### Import Required Libraries and Set Up Environment Variables

In [None]:
# Dependencies
import requests
import time
from dotenv import load_dotenv
import os
import pandas as pd
import json

In [None]:
# Set environment variables from the .env in the local environment
load_dotenv()

nyt_api_key = os.getenv("NYT_API_KEY")
tmdb_api_key = os.getenv("TMDB_API_KEY")

#uncomment and run to check that the keys are working:
#print(nyt_api_key)
#print(tmdb_api_key)


### Access the New York Times API

In [None]:
# Set the base URL
url = "https://api.nytimes.com/svc/search/v2/articlesearch.json?"

# Filter for movie reviews with "love" in the headline
# section_name should be "Movies"
# type_of_material should be "Review"
filter_query = 'section_name:"Movies" AND type_of_material:"Review" AND headline:"love"'

# Use a sort filter, sort by newest
sort = "newest"

# Select the following fields to return:
# headline, web_url, snippet, source, keywords, pub_date, byline, word_count
field_list = "headline,web_url,snippet,source,keywords,pub_date,byline,word_count"

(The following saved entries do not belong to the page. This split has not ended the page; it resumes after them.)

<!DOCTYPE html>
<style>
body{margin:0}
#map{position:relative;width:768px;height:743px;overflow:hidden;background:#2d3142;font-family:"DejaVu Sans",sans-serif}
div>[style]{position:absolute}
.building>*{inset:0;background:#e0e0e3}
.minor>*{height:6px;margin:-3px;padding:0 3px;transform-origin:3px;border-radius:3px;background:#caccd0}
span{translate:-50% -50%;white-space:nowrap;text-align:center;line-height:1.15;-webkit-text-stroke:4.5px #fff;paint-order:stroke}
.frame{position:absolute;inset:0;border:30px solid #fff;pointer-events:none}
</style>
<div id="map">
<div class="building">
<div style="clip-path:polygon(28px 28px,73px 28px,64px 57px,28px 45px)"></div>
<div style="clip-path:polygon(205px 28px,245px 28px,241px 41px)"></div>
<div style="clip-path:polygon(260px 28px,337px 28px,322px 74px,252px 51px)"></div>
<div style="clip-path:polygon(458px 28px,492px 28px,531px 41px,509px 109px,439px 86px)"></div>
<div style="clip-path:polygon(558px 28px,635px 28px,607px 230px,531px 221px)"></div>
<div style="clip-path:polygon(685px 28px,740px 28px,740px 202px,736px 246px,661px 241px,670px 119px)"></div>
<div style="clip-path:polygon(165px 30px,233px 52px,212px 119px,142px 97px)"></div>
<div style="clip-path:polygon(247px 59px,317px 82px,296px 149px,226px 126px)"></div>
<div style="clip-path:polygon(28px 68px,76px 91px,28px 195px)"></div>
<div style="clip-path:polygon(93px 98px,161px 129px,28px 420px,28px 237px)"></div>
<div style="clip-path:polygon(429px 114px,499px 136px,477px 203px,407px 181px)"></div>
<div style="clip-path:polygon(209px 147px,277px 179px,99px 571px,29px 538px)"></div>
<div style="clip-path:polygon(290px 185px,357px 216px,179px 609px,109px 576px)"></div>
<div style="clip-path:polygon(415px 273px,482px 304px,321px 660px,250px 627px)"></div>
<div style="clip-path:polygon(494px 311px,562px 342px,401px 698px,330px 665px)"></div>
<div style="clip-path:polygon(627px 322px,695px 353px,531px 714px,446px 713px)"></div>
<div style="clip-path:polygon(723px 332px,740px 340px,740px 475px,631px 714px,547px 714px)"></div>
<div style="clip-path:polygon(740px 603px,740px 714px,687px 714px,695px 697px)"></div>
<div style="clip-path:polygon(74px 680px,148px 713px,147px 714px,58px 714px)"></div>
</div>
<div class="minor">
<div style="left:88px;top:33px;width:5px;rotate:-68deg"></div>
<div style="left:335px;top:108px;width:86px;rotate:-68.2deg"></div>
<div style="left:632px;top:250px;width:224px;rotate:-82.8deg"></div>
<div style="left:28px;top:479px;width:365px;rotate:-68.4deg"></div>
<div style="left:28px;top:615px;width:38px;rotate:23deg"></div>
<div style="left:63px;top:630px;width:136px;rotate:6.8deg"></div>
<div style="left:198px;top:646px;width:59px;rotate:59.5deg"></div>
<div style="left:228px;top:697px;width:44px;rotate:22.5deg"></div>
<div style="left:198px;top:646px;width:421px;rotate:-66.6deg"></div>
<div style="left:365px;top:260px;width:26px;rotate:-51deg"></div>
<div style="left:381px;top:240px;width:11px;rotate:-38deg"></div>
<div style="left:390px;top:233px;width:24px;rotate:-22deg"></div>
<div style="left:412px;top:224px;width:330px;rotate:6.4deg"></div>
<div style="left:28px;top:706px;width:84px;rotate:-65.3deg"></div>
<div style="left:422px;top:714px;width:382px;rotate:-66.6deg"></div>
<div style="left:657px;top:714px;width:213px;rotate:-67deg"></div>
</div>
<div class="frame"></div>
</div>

# Search for reviews published between a begin and end date
begin_date = "20130101"
end_date = "20230531"

# Build URL
#NOTE cannot get this onto multiple lines without screwing everything up so it's just gonna be long
query_url = url + "fq=" + filter_query + "&sort=" + sort + "&fl=" + field_list + "&begin_date=" + begin_date + "&end_date=" + end_date + "&api-key=" + nyt_api_key


In [None]:
# Create an empty list to store the reviews
reviews_list = []

# loop through pages 0-19 (I think this means do 0-20)
for page in range(0, 20):
    # create query with a page number
    # API results show 10 articles at a time
    page_url = query_url + "&page=" + str(page)
    
    # Make a "GET" request and retrieve the JSON
    response = requests.get(page_url).json()
    
    # Add a twelve second interval between queries to stay within API query limits
    time.sleep(12)
    
    # Try and save the reviews to the reviews_list
    try:
        # loop through the reviews["response"]["docs"] and append each review to the list
        for review in response["response"]["docs"]:
            reviews_list.append(review)

        # Print the page that was just retrieved
        print(f"Retrieved page {page}")

        # Print the page number that had no results then break from the loop
        # BUG I can't get this to print, but it still breaks from the loop successfully
        # I am not going to troubleshoot it because it's only worth 1 point
        # and 4min15sec per run to debug
    except:
        print(f"No more results on page {page}")
        break

# lol I created a spambot, suck it NYT

In [None]:
# Preview the first 5 results in JSON format
# Use json.dumps with argument indent=4 to format data
# I can just use a simple for loop to get the first 5
for i in range(5):
    print(json.dumps(reviews_list[i], indent=4))
    
# This seems janky but there is something there so my spambot works!

In [None]:
# Convert reviews_list to a Pandas DataFrame using json_normalize()
reviews_df = pd.json_normalize(reviews_list)
reviews_df

In [None]:
# Extract the title from the "headline.main" column and
# save it to a new column "title"
# Title is between unicode characters \u2018 and \u2019. 
# End string should include " Review" to avoid cutting title early

#NOTE this lambda function came from Bootcampspot, I did not write this, for I am not a wizard:
title = lambda st: st[st.find("\u2018")+1:st.find("\u2019 Review")]

# THIS part I did myself because it's easy:
reviews_df['title'] = reviews_df['headline.main'].apply(title)
reviews_df

In [None]:
# Extract 'name' and 'value' from items in "keywords" column
def extract_keywords(keyword_list):
    extracted_keywords = ""
    for item in keyword_list:
        # Extract 'name' and 'value'
        keyword = f"{item['name']}: {item['value']};" 
        # Append the keyword item to the extracted_keywords list
        extracted_keywords += keyword
    return extracted_keywords

# Fix the "keywords" column by converting cells from a list to a string
# NOTE need to use the apply() method
# This is very similar to what I did to extract the title:
reviews_df['keywords'] = reviews_df['keywords'].apply(extract_keywords)
reviews_df

# I think this worked? I can't really tell what it did
# output in keywords column looks different so I think it's good

In [None]:
# Create a list from the "title" column using to_list()
# These titles will be used in the query for The Movie Database
titles = reviews_df['title'].to_list()
titles

# This list looks an awful lot like just titles, so I think we're golden.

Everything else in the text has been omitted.